# [Problem requirements]
The result should be an exact copy of the entries below, free of pictures.

--- Exercise data ---

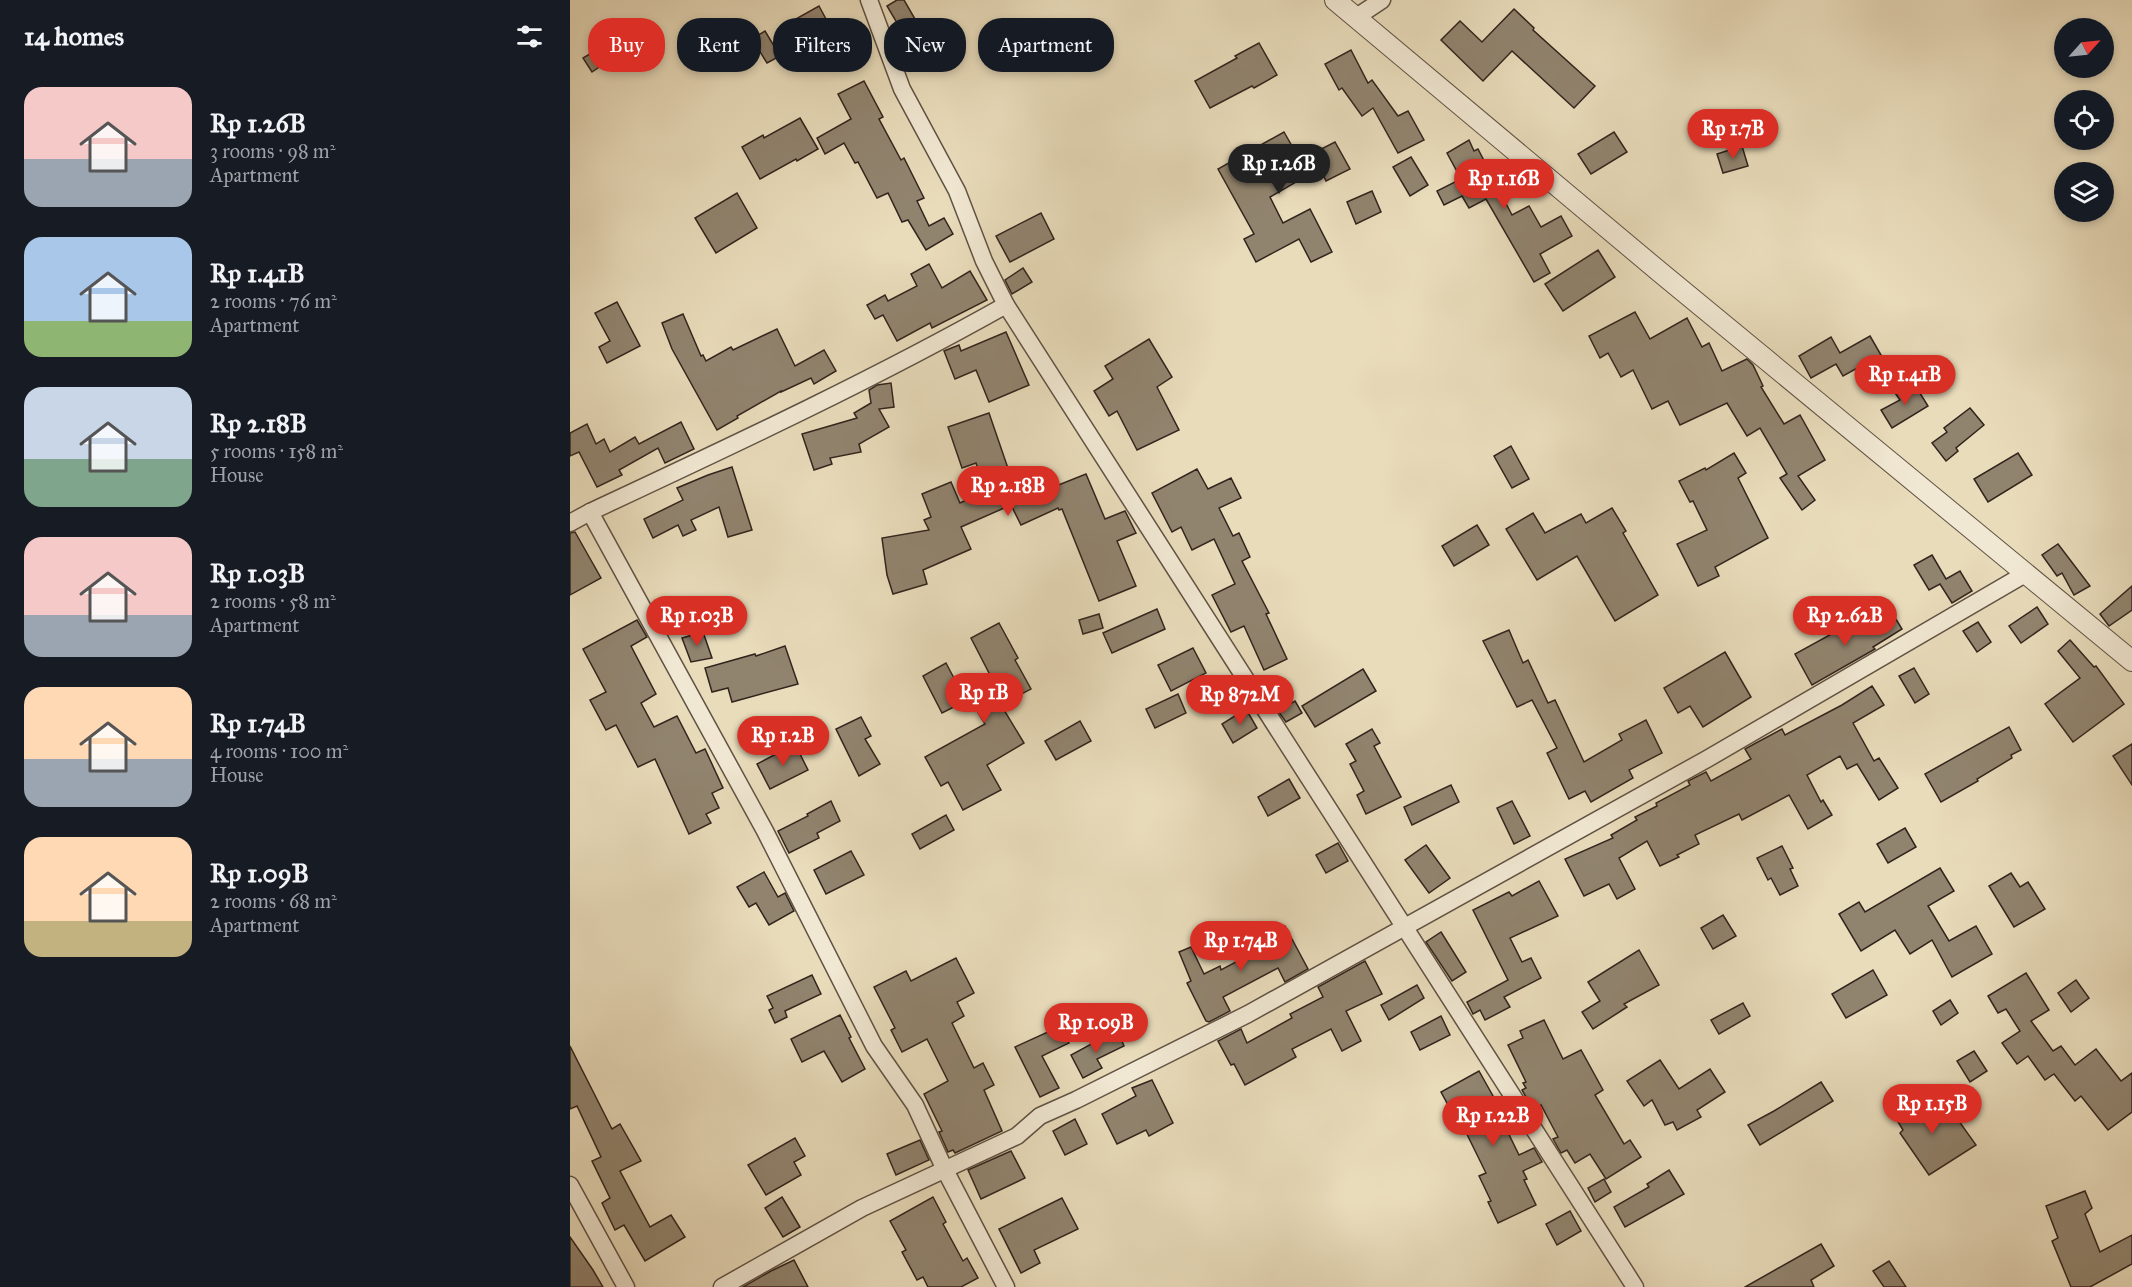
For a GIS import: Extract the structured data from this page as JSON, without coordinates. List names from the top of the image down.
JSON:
{
  "north": "top right",
  "page": {
    "heading": "14 homes",
    "chip": [
      "Buy",
      "Rent",
      "Filters",
      "New",
      "Apartment"
    ],
    "list": [
      {
        "name": "Rp 1.26B",
        "note": "3 rooms · 98 m² · Apartment"
      },
      {
        "name": "Rp 1.41B",
        "note": "2 rooms · 76 m² · Apartment"
      },
      {
        "name": "Rp 2.18B",
        "note": "5 rooms · 158 m² · House"
      },
      {
        "name": "Rp 1.03B",
        "note": "2 rooms · 58 m² · Apartment"
      },
      {
        "name": "Rp 1.74B",
        "note": "4 rooms · 100 m² · House"
      },
      {
        "name": "Rp 1.09B",
        "note": "2 rooms · 68 m² · Apartment"
      }
    ],
    "price": [
      "Rp 1.7B",
      "Rp 1.26B",
      "Rp 1.16B",
      "Rp 1.41B",
      "Rp 2.18B",
      "Rp 1.03B",
      "Rp 2.62B",
      "Rp 1B",
      "Rp 872M",
      "Rp 1.2B",
      "Rp 1.74B",
      "Rp 1.09B",
      "Rp 1.15B",
      "Rp 1.22B"
    ]
  }
}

---

# [Task output]
For a GIS import: Extract the structured data from this page as JSON, without coordinates. List names from the top of the image down.
JSON:
{
  "north": "top right",
  "page": {
    "heading": "14 homes",
    "chip": [
      "Buy",
      "Rent",
      "Filters",
      "New",
      "Apartment"
    ],
    "list": [
      {
        "name": "Rp 1.26B",
        "note": "3 rooms · 98 m² · Apartment"
      },
      {
        "name": "Rp 1.41B",
        "note": "2 rooms · 76 m² · Apartment"
      },
      {
        "name": "Rp 2.18B",
        "note": "5 rooms · 158 m² · House"
      },
      {
        "name": "Rp 1.03B",
        "note": "2 rooms · 58 m² · Apartment"
      },
      {
        "name": "Rp 1.74B",
        "note": "4 rooms · 100 m² · House"
      },
      {
        "name": "Rp 1.09B",
        "note": "2 rooms · 68 m² · Apartment"
      }
    ],
    "price": [
      "Rp 1.7B",
      "Rp 1.26B",
      "Rp 1.16B",
      "Rp 1.41B",
      "Rp 2.18B",
      "Rp 1.03B",
      "Rp 2.62B",
      "Rp 1B",
      "Rp 872M",
      "Rp 1.2B",
      "Rp 1.74B",
      "Rp 1.09B",
      "Rp 1.15B",
      "Rp 1.22B"
    ]
  }
}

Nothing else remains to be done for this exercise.